Handbook: 11.2. Starting Services


----------



## dhenzler (Nov 21, 2017)

I saw a flash on my screen.  Took a photo it went away quickly.  This could be the reason some of 
	

	
	
		
		

		
			





 my software isn't working.  Been fighting cinnamon desktop not running.  I get a bunch of "missing theme" files since trying to remove Gnome3 to force cinnamon to take over.  Little info on how to invoke the software... guess they figure we're all BSD aficionados.

You'll note the "mysql-server_enable="YES" is reported not working.  But in fact is there.

Maybe I should stay with Mint 18.2.  Everything works.  But I want a ZFS OS.


----------



## ShelLuser (Nov 21, 2017)

dhenzler said:


> You'll note the "mysql-server_enable="YES" is reported not working.


You should be aware that with Unix-like operating systems details matter.

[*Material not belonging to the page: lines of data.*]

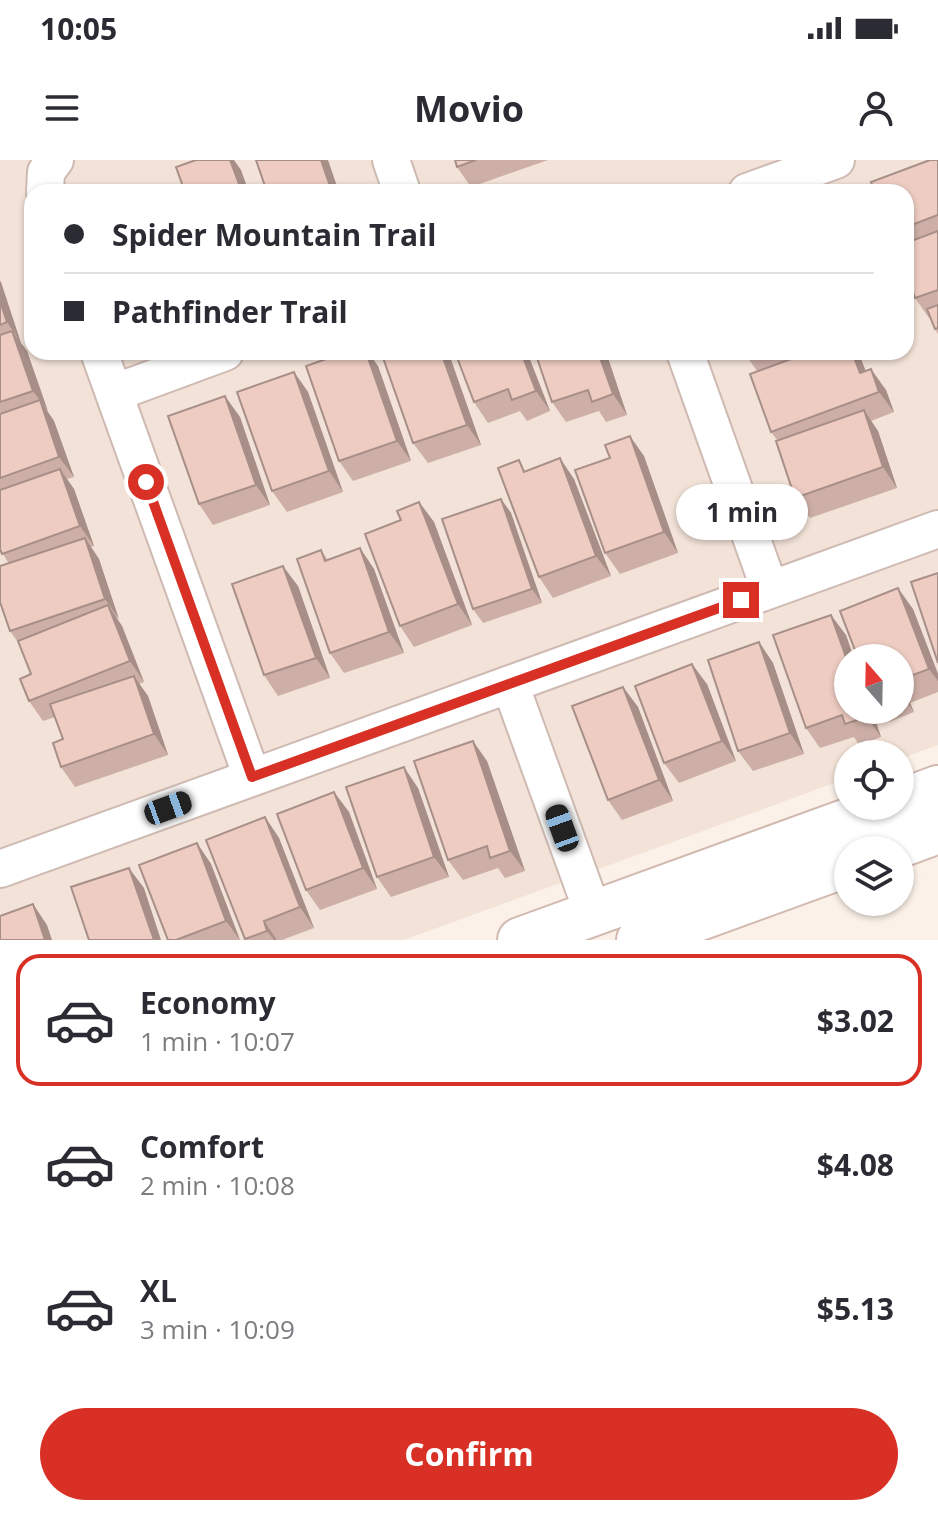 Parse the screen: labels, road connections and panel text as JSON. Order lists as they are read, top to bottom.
{
  "north": "top",
  "page": {
    "status": "10:05",
    "header": "Movio",
    "banner": ["Spider Mountain Trail", "Pathfinder Trail"],
    "bubble": "1 min",
    "list": [
      {
        "name": "Economy",
        "note": "1 min · 10:07",
        "value": "$3.02"
      },
      {
        "name": "Comfort",
        "note": "2 min · 10:08",
        "value": "$4.08"
      },
      {
        "name": "XL",
        "note": "3 min · 10:09",
        "value": "$5.13"
      }
    ],
    "buttons": "Confirm"
  }
} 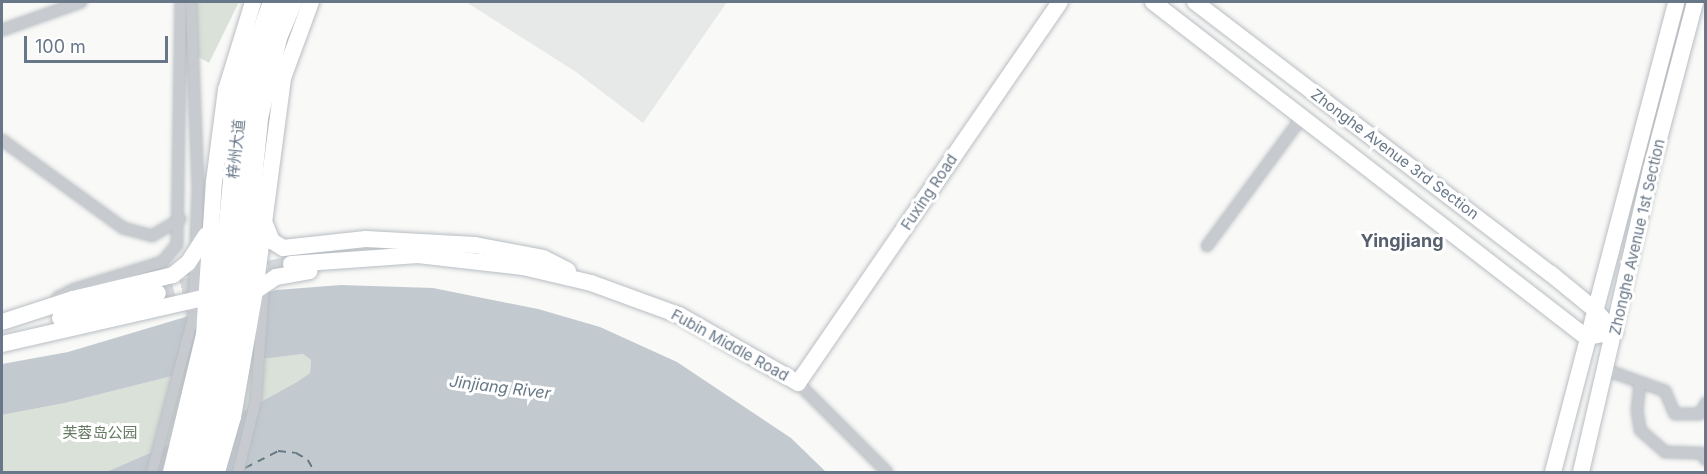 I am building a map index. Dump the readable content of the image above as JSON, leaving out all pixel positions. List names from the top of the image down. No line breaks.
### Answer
{"streets":{"highway":["梓州大道"],"main road":["Zhonghe Avenue 3rd Section","Fuxing Road","Zhonghe Avenue 1st Section","Fubin Middle Road"]},"crossings":[["梓州大道","Fubin Middle Road"],["Zhonghe Avenue 3rd Section","Zhonghe Avenue 1st Section"],["Fuxing Road","Fubin Middle Road"]],"districts":["Yingjiang"],"water":["Jinjiang River"],"parks":["芙蓉岛公园"],"scale_bar":"100 m"} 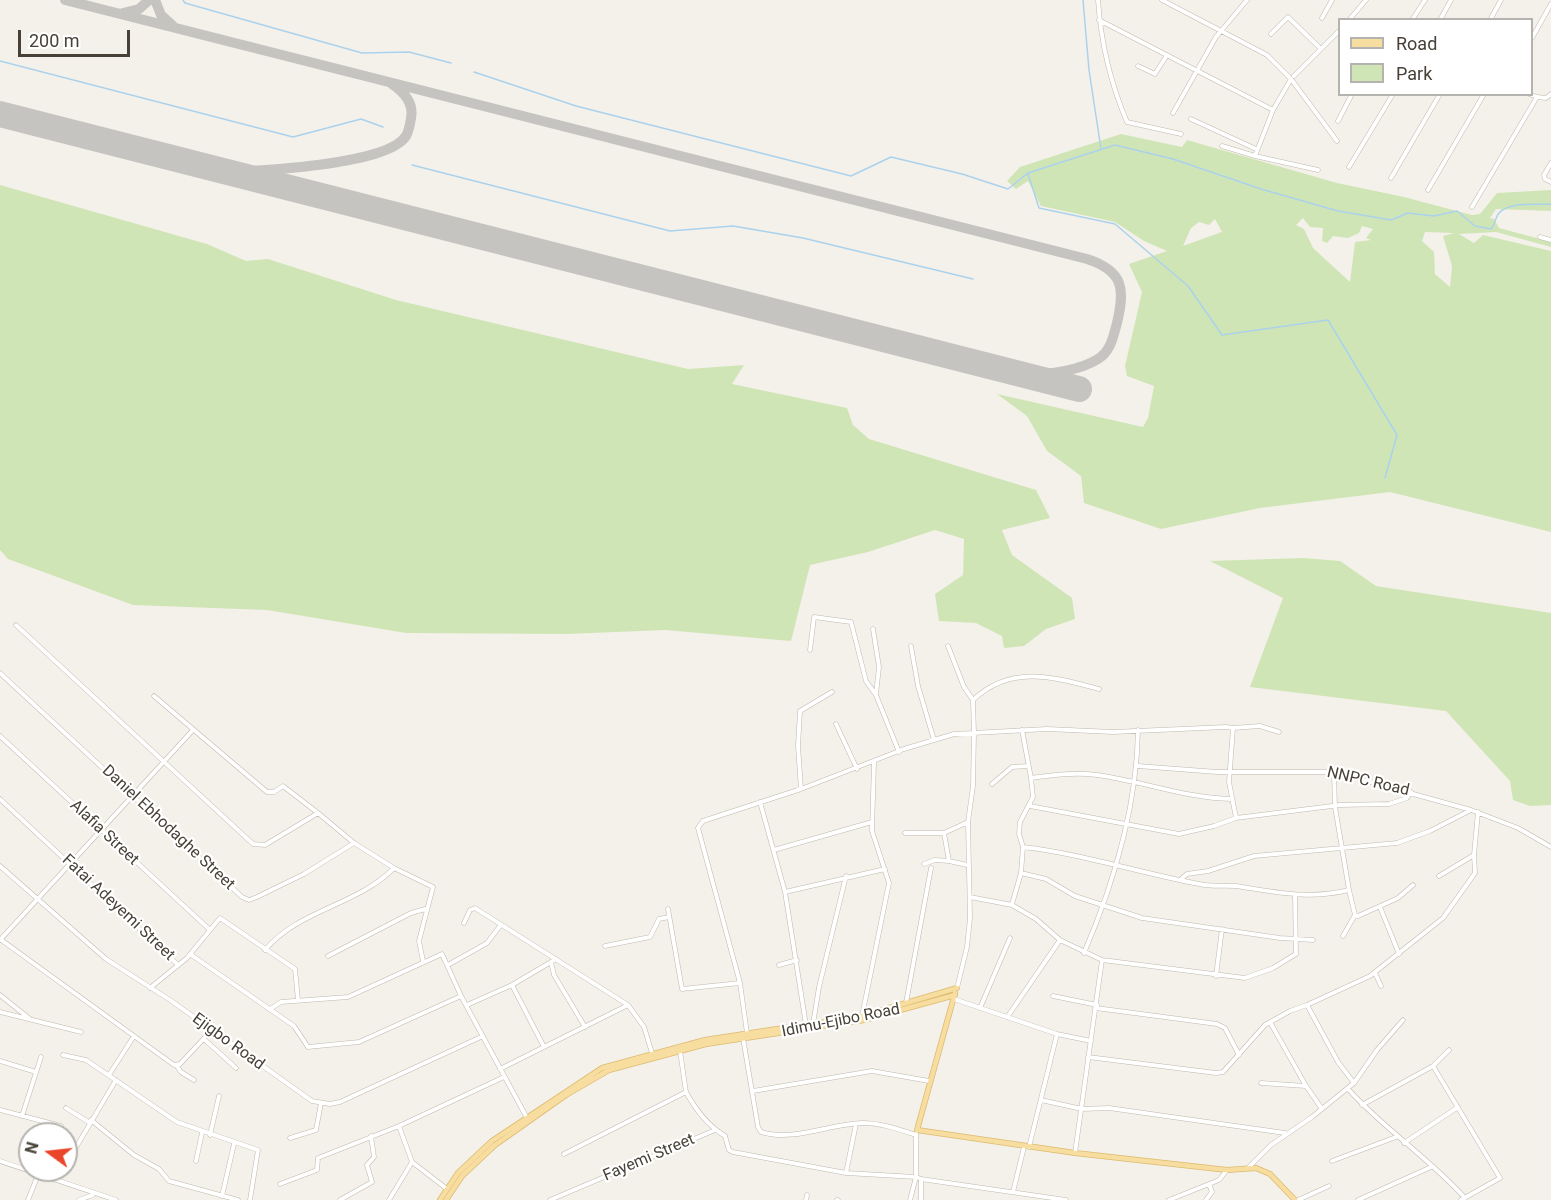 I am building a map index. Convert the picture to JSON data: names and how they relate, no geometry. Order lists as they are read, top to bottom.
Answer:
{
  "streets": {
    "main road": ["Idimu-Ejibo Road"],
    "street": [
      "NNPC Road",
      "Daniel Ebhodaghe Street",
      "Alafia Street",
      "Fatai Adeyemi Street",
      "Ejigbo Road",
      "Fayemi Street"
    ]
  },
  "crossings": [
    ["Alafia Street", "Fatai Adeyemi Street"]
  ],
  "legend": ["Road", "Park"],
  "scale_bar": "200 m",
  "north": "left"
}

You used YES without quotes, which isn't going to work.


----------



## dhenzler (Nov 21, 2017)

I've tried it both ways... with and without... no difference in results... still get same error message.  Go figure !


----------



## anlashok (Nov 21, 2017)

when you type `# service mysql-server start` it looks in/etc/rc.conf to find out what mysql-server initialisation options to run for mysql-server.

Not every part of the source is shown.